**Required action**
Below are the records. Retype exactly the lines between the lines holding "M280,867L284,872H273Z" and "M0,251L18,262", inclusive.

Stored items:
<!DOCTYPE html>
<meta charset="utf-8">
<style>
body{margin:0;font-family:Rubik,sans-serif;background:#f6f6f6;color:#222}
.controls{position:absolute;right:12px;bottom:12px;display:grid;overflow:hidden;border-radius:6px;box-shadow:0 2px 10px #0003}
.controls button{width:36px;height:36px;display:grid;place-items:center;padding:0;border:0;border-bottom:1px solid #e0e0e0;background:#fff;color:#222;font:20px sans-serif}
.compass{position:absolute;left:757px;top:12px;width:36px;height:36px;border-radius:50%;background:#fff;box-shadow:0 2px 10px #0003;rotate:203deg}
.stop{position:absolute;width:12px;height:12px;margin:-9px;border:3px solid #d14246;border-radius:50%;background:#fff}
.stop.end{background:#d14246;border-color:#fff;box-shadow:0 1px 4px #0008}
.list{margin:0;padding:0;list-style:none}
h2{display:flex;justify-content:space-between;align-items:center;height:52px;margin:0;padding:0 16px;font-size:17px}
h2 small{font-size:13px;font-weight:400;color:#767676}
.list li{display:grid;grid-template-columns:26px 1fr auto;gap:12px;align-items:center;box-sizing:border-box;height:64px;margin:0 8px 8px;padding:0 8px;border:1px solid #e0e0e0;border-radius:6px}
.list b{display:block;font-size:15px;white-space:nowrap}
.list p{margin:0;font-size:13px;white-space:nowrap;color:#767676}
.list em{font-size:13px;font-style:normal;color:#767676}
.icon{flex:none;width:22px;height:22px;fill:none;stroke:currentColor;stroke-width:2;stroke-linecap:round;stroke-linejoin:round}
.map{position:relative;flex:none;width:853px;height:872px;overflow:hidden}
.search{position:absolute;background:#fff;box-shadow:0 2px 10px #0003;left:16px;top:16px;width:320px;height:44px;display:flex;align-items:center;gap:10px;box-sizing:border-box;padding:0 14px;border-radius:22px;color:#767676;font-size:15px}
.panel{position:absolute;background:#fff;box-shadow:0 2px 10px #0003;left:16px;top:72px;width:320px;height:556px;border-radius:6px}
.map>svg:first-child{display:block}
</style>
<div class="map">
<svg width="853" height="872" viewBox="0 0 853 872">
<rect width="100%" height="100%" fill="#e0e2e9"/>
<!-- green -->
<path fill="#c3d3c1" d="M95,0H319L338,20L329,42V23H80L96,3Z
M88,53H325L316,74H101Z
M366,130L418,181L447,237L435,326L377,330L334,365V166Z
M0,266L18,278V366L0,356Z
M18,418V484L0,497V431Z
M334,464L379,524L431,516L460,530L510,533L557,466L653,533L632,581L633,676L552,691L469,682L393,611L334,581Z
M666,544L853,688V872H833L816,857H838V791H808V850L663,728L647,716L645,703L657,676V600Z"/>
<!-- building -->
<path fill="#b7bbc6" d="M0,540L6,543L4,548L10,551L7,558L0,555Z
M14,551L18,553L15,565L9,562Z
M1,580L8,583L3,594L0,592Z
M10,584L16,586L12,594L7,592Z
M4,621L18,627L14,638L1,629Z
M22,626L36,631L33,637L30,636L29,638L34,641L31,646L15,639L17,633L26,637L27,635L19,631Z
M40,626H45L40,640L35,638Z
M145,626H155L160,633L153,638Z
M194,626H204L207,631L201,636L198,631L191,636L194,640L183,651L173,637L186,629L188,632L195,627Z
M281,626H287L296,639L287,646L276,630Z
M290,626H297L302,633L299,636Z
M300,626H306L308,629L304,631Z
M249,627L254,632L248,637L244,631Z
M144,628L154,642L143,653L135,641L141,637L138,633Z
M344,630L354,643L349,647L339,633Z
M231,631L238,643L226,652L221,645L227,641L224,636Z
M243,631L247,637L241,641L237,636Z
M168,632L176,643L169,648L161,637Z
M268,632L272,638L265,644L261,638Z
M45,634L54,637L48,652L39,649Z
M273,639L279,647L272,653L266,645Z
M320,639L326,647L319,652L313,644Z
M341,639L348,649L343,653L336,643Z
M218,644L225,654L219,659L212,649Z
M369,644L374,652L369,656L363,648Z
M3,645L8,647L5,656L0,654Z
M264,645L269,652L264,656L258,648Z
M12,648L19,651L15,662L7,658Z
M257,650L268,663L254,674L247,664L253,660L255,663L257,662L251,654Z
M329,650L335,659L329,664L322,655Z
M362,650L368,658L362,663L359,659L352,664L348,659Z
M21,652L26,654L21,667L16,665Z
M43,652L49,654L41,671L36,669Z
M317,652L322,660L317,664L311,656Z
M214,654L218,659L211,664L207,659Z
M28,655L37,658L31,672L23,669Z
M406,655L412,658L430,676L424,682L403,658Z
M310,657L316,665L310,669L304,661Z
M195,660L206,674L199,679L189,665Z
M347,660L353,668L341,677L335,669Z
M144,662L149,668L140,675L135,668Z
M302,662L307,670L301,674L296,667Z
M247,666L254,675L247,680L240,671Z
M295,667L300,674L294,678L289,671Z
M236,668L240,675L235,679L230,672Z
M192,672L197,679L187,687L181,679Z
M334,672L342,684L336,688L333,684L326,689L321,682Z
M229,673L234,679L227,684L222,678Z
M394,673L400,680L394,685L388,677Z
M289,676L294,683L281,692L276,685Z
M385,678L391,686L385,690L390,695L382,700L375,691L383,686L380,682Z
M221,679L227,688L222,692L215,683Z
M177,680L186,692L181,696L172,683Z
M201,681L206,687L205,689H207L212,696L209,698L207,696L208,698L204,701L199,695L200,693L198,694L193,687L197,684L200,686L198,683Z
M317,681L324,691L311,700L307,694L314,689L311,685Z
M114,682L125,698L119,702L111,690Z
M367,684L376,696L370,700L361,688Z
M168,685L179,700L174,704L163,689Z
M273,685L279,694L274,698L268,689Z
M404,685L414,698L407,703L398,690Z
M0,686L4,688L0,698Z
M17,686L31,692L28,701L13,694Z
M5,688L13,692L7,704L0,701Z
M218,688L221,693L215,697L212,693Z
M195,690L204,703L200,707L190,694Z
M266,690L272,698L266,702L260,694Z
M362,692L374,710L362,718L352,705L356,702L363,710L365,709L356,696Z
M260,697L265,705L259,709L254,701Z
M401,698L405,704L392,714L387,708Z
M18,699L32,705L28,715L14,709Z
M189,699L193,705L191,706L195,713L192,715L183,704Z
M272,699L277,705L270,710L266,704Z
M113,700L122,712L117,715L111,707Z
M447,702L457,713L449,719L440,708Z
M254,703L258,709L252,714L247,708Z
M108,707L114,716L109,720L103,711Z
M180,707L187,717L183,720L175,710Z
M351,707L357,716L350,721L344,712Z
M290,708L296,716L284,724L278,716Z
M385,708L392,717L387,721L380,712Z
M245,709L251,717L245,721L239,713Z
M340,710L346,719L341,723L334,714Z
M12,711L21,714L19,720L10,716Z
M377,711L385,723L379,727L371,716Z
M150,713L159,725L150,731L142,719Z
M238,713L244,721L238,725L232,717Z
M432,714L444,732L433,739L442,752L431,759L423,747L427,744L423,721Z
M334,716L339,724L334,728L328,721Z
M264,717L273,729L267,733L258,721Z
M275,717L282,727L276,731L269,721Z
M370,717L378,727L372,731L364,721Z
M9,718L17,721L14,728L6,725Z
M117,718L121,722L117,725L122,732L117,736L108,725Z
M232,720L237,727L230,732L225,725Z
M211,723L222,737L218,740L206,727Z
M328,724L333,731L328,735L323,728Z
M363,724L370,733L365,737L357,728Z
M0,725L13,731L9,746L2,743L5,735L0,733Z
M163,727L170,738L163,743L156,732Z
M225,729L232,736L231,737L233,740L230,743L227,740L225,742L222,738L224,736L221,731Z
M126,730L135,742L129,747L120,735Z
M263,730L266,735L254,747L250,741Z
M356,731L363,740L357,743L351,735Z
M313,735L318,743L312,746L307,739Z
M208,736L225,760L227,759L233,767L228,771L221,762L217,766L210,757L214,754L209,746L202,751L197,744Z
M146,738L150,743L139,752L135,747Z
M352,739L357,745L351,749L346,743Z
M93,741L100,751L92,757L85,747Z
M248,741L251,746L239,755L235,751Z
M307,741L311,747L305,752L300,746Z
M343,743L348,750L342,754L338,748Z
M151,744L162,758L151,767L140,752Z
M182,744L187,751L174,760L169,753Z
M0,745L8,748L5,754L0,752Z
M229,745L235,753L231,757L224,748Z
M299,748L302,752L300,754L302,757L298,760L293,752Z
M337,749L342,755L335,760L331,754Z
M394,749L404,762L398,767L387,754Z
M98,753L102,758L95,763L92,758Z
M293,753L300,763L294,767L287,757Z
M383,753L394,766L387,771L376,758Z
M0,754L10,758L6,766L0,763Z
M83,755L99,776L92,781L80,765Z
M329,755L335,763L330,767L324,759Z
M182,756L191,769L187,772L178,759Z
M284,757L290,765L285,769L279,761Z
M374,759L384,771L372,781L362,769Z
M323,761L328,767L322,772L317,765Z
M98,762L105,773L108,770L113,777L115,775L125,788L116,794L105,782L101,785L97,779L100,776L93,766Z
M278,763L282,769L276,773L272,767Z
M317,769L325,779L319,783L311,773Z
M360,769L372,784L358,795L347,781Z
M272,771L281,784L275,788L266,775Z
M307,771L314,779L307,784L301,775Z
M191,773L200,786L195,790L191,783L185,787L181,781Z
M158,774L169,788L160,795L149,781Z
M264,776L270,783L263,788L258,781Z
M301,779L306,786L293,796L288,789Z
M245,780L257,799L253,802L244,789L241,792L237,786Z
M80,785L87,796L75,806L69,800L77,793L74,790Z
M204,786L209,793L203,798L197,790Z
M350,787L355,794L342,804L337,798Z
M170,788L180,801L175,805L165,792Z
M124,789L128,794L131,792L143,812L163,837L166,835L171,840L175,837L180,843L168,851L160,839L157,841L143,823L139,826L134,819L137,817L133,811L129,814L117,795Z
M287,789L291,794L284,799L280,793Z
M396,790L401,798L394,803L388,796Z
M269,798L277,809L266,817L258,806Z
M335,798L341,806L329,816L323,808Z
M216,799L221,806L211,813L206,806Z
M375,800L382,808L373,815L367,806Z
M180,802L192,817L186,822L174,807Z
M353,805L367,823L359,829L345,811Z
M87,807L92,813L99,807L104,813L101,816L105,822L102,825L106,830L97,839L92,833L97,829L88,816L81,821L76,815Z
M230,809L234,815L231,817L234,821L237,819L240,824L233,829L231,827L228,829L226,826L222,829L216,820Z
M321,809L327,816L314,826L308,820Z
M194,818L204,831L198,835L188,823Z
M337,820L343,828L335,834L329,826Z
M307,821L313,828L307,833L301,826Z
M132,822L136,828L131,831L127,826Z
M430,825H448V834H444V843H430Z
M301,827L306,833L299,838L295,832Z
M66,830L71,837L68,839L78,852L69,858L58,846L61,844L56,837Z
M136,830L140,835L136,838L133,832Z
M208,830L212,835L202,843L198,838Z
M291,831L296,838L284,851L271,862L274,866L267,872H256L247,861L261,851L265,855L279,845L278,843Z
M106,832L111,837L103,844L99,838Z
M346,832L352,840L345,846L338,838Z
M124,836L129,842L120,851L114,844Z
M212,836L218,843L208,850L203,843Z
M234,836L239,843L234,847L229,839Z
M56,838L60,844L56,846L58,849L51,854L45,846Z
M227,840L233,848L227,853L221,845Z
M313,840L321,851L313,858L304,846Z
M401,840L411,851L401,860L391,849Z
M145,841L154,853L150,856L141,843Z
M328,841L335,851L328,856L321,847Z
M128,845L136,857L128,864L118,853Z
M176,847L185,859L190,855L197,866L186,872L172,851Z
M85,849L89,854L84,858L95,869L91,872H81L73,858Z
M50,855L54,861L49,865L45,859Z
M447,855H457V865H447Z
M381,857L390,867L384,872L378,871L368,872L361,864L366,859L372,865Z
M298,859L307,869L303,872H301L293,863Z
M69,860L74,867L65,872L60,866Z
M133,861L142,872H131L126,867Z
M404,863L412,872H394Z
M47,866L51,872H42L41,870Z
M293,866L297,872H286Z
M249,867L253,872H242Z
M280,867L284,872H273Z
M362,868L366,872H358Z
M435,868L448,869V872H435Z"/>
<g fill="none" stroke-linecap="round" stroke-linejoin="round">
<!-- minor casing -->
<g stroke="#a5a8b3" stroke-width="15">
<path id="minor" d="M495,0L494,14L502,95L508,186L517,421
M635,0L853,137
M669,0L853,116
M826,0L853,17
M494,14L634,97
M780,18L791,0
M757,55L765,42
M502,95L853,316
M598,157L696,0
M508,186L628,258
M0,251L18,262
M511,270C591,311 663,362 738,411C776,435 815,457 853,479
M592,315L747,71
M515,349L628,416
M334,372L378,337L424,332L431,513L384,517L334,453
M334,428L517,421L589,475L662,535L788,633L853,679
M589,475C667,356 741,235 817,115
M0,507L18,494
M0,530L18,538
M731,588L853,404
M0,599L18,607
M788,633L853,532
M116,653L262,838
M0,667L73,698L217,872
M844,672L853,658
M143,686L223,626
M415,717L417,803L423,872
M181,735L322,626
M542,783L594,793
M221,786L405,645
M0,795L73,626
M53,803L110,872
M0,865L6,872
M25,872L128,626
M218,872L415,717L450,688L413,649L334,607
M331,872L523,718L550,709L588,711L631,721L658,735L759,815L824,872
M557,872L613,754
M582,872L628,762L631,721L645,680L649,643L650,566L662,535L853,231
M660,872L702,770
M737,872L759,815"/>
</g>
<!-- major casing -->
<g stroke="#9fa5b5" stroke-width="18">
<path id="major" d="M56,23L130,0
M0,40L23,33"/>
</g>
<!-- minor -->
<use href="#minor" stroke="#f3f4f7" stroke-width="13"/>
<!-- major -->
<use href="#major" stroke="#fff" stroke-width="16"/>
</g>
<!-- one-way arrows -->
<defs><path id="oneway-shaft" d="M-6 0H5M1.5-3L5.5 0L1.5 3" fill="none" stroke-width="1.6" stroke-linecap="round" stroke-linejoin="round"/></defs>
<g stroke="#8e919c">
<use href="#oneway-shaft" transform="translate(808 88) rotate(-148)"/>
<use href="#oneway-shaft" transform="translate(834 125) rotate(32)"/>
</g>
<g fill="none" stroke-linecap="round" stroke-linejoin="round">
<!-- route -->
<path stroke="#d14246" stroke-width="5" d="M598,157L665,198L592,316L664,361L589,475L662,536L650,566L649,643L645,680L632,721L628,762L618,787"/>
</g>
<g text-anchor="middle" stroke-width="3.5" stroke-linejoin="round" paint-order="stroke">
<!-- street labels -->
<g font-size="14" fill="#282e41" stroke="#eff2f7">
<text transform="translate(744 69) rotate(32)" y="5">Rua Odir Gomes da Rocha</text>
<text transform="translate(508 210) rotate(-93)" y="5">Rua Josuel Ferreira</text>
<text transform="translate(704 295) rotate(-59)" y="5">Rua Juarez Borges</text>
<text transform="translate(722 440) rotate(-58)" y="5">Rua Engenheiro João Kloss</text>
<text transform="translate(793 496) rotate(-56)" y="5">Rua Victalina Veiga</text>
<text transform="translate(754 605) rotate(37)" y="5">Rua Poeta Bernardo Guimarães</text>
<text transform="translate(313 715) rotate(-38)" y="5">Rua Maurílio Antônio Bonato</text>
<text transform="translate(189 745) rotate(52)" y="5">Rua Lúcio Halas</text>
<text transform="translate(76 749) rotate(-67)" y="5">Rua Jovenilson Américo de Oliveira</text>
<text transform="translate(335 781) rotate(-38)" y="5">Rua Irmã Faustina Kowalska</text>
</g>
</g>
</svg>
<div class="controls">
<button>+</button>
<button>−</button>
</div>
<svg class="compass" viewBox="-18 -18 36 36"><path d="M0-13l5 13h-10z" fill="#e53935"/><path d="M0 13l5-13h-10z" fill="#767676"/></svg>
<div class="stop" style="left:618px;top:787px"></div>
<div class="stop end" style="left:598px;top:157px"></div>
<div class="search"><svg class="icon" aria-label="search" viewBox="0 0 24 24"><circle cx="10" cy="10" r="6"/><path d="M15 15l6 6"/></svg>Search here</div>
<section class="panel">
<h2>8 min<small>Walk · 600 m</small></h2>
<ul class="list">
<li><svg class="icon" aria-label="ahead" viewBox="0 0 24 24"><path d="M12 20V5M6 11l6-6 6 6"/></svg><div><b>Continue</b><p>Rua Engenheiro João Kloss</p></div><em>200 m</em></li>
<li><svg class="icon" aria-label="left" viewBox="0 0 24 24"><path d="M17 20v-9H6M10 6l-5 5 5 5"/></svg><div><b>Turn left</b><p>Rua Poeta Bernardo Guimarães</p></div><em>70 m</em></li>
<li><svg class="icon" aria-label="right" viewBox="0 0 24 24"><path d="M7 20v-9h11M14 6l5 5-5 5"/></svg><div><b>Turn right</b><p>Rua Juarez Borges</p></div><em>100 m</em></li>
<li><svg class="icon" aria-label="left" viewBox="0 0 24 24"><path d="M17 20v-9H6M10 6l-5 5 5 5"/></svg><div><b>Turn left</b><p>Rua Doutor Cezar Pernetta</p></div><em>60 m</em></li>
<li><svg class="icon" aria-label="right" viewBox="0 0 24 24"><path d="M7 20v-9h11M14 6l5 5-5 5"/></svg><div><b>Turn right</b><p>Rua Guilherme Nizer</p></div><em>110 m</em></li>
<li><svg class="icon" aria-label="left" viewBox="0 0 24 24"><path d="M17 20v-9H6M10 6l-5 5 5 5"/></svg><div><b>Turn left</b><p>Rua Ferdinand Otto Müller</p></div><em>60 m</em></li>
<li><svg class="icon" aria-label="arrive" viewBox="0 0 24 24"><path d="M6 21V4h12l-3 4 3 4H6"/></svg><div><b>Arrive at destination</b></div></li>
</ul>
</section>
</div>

**Final answer**
M280,867L284,872H273Z
M362,868L366,872H358Z
M435,868L448,869V872H435Z"/>
<g fill="none" stroke-linecap="round" stroke-linejoin="round">
<!-- minor casing -->
<g stroke="#a5a8b3" stroke-width="15">
<path id="minor" d="M495,0L494,14L502,95L508,186L517,421
M635,0L853,137
M669,0L853,116
M826,0L853,17
M494,14L634,97
M780,18L791,0
M757,55L765,42
M502,95L853,316
M598,157L696,0
M508,186L628,258
M0,251L18,262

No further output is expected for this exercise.